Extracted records
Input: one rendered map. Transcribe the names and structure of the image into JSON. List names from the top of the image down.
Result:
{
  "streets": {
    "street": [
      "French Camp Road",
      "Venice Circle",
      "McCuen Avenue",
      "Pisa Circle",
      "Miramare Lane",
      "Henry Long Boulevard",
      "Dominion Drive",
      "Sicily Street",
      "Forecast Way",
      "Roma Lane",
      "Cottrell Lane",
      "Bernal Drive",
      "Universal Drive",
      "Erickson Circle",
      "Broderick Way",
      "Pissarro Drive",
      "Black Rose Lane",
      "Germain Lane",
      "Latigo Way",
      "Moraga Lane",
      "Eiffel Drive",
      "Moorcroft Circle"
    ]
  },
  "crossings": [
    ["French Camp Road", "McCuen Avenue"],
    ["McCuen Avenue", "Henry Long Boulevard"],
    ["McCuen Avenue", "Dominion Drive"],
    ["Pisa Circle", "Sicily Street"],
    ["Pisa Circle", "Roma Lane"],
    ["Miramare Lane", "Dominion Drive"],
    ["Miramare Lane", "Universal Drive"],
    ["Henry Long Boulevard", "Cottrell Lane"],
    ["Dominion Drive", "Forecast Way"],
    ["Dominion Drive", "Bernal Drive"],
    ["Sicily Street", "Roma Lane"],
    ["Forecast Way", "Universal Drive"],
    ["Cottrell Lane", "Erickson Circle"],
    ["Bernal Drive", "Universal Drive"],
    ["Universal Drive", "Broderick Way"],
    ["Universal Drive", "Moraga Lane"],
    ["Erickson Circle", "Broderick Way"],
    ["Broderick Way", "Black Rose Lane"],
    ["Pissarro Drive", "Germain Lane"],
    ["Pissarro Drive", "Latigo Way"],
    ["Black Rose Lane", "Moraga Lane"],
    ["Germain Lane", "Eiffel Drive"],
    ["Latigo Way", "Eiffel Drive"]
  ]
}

* _What the task asks_: Write out every line from the records above, word for word.

* _Exercise answer_:
Input: one rendered map. Transcribe the names and structure of the image into JSON. List names from the top of the image down.
Result:
{
  "streets": {
    "street": [
      "French Camp Road",
      "Venice Circle",
      "McCuen Avenue",
      "Pisa Circle",
      "Miramare Lane",
      "Henry Long Boulevard",
      "Dominion Drive",
      "Sicily Street",
      "Forecast Way",
      "Roma Lane",
      "Cottrell Lane",
      "Bernal Drive",
      "Universal Drive",
      "Erickson Circle",
      "Broderick Way",
      "Pissarro Drive",
      "Black Rose Lane",
      "Germain Lane",
      "Latigo Way",
      "Moraga Lane",
      "Eiffel Drive",
      "Moorcroft Circle"
    ]
  },
  "crossings": [
    ["French Camp Road", "McCuen Avenue"],
    ["McCuen Avenue", "Henry Long Boulevard"],
    ["McCuen Avenue", "Dominion Drive"],
    ["Pisa Circle", "Sicily Street"],
    ["Pisa Circle", "Roma Lane"],
    ["Miramare Lane", "Dominion Drive"],
    ["Miramare Lane", "Universal Drive"],
    ["Henry Long Boulevard", "Cottrell Lane"],
    ["Dominion Drive", "Forecast Way"],
    ["Dominion Drive", "Bernal Drive"],
    ["Sicily Street", "Roma Lane"],
    ["Forecast Way", "Universal Drive"],
    ["Cottrell Lane", "Erickson Circle"],
    ["Bernal Drive", "Universal Drive"],
    ["Universal Drive", "Broderick Way"],
    ["Universal Drive", "Moraga Lane"],
    ["Erickson Circle", "Broderick Way"],
    ["Broderick Way", "Black Rose Lane"],
    ["Pissarro Drive", "Germain Lane"],
    ["Pissarro Drive", "Latigo Way"],
    ["Black Rose Lane", "Moraga Lane"],
    ["Germain Lane", "Eiffel Drive"],
    ["Latigo Way", "Eiffel Drive"]
  ]
}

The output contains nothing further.